Well, while you can't be 100% sure, you can do some tests to increase your confidence in your conclusion - or reject your theory if the tests invalidate its predictions. So, what are it's predictions? A prediction is anything that the theory says will happen according to its rules if you do some kind of experiment, if you "poke" the system in some way. Yours is not a very complicated theory, so it doesn't have a lot of predictions. One of them is that clicking the "Volume Up" button repeatedly unblocks the phone under the described circumstances. Another is more interesting from the perspective of experimental check:
- If the theory is true, then if you go into that menu and cause your
phone to become blocked, and then do nothing, it will never unblock.
So you set up an experiment: you enter the problematic menu, and leave your phone alone for some time. Say you come back 10 min later, and you discover that your phone is working just fine! Well, then, that means that your theory was wrong, there's no way around it!
Let's take a closer look
Now, this same sort of thing happens when it comes to our scientific understanding of the world. However, scientific theories are usually more expansive frameworks, with more "moving parts", and are significantly more formal and more precise.
For example, the problem with saying "if you click the 'Volume Up' button a number of times" is that it's not very clear what that means. Is it enough to click two or three times? Can you conclude that the theory is wrong if you click 20 times, and nothing happens? Perhaps sometimes it takes about 500 clicks, because of something that happens internally in the phone that causes the number to vary wildly.
Suppose now that the "phone unblock theory" is true. You could improve it by performing lots of experiments and then putting some numbers in it. Maybe you can come up with an upper bound: "it takes < 10 clicks". Or maybe you're able to determine the exact number of clicks. Now all of a sudden you have things in your theory that are quantifiable. You can measure and/or count things and produce inferences based on that.
Another thing to note here is that the "phone unblock theory" describes this behavior of the phone in a "high level" way; it doesn't actually describe the underlying mechanism that unblocks the phone. For that, you'd need to understand how the internal details of the phone work, how its hardware and software components interact. In other words, you'd need a deeper, more fundamental "low level" theory that captures your understanding of the inner workings of the phone, and a way to relate it to the more high level theory you started with - to show how the high level theory emerges from the more fundamental one.
What's a "model"?
“A theory is a model of the universe or a restricted part of it"

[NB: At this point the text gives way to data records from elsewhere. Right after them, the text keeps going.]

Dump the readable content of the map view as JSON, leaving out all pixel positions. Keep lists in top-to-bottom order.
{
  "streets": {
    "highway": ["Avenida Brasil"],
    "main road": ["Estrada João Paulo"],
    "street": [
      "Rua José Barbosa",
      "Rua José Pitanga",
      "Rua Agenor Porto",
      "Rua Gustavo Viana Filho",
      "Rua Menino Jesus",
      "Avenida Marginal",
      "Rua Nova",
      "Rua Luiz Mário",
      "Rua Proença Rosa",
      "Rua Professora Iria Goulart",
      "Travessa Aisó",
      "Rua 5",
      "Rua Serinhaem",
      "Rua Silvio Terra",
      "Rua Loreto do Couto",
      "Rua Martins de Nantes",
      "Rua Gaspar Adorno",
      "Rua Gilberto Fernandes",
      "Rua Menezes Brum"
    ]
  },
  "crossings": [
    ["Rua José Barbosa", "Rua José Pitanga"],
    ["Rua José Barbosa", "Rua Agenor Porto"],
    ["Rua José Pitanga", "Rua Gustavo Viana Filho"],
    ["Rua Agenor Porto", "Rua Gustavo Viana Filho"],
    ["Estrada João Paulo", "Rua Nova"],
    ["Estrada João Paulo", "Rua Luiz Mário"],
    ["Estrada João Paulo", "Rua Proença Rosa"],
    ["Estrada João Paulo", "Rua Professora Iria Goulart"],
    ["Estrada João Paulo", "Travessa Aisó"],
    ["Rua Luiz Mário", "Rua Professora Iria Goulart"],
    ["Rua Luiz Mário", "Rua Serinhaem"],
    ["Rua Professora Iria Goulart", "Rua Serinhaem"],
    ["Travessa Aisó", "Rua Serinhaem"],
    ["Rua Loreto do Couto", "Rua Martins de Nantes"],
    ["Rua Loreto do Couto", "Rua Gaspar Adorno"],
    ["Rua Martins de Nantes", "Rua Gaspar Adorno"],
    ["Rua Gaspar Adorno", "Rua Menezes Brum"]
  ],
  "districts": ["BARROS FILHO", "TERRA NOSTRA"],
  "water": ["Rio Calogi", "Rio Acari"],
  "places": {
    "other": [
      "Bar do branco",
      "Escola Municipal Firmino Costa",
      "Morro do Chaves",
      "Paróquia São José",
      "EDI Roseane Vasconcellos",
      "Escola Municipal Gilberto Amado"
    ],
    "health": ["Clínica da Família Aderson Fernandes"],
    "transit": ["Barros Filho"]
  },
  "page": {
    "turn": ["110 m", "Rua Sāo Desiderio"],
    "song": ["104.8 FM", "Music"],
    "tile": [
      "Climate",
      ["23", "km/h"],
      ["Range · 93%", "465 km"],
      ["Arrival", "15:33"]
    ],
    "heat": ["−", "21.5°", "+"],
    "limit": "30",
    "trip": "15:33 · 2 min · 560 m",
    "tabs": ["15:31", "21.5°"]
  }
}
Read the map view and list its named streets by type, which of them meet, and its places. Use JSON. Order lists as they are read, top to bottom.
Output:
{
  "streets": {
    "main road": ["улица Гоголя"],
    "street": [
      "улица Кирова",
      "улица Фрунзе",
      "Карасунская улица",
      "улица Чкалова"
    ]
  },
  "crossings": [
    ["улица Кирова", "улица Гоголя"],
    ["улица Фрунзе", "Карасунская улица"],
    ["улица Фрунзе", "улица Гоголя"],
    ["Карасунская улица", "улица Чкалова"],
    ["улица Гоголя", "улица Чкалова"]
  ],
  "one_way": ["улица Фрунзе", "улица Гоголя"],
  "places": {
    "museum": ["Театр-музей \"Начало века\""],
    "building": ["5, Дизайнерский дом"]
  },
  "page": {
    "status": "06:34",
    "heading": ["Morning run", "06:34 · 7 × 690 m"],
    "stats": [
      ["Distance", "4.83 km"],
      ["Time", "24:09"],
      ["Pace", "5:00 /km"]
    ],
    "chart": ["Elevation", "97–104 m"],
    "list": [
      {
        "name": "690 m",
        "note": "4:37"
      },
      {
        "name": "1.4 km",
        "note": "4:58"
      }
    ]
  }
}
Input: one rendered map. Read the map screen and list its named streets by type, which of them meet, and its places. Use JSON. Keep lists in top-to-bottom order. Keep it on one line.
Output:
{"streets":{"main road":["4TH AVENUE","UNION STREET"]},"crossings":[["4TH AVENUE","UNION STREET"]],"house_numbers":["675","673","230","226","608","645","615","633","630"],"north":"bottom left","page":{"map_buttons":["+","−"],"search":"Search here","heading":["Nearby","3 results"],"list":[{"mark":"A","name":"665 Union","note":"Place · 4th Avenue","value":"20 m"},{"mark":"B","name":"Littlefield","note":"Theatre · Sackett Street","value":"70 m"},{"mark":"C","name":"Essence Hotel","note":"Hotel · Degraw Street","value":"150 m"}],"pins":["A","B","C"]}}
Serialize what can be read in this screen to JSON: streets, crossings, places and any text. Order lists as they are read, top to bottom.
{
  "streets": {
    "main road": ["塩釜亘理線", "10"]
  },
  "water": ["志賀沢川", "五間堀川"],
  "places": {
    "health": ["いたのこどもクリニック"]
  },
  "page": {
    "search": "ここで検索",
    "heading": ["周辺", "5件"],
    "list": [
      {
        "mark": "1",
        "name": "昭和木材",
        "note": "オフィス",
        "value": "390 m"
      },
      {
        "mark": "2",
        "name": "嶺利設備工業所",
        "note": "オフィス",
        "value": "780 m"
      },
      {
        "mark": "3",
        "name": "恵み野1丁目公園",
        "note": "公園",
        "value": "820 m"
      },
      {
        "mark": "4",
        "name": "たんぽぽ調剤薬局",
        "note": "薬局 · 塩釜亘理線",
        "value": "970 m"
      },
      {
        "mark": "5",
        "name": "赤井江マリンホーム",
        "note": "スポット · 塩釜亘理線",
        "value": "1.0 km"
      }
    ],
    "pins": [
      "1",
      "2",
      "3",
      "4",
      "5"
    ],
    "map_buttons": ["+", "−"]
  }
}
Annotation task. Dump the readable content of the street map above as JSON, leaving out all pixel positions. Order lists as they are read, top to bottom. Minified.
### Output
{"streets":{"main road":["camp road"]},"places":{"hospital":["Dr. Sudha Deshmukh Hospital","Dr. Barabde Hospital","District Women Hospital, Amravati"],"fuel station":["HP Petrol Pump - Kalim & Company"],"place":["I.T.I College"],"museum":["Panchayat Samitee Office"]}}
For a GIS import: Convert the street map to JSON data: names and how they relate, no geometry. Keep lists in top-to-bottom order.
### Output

The word "model" just means "a representation", "a description". It's a "model" because, while it captures some aspect of reality (describes some structure and/or behavior, relates some elements together, talks about rules and quantities), it's always different from the real thing in some way.
Consider a bust, a three-dimensional clay model of a person; it captures someone's likeness, but ignores details deemed less important or irrelevant for the artist's purpose. E.g. it represents the shape of the face, and even wrinkles, but not small pores, or individual strands of hair, or internal organs, or the fabric of the clothing, or even color of anything.
It's a strategic simplification of the real thing; an abstraction of something concrete.
So is every scientific model. There are always assumptions made, and things that are ignored, aspects of the phenomenon that are deemed unimportant for the core problem, effects that are considered irrelevant. So you always have to keep in mind that, if you're trying to understand some real-world phenomenon using any theoretical framework, there are assumptions that are being made, and check if those assumptions are reasonable for the real-world problem you're dealing with.
How this manifests in science? For example, consider the exponential growth curve that describes how population size changes over time - e.g. a number of water lilies in a pond. It's a theoretical model capturing the essence of the scientific understanding of how populations grow. It involves a certain formula that relates time and population size, and or quantities like the current population size and future population size. It produces a curve like the one below. It comes with the premise that the exact number of individuals is not all that important, and what the model cares about is the overall trend; it comes with the understanding that if for day 5 the formula outputs the number 9.73, it doesn't mean that there's somehow 9.73 water lilies, but that there's 9 or 10 fully formed individuals. It involves an assumption that for the duration of interest the water lilies don't run out of space to expand (there's always more than enough pond left uncovered).

It also involves an understanding that if the assumption that there's always enough free surface left in the pond is wrong, then the model is not applicable (or is only applicable in for the initial time period - there, it's "good enough"). The fact that the resources are now limited affects the curve, and at some point the original model starts giving wrong predictions (it significantly overestimates the population size).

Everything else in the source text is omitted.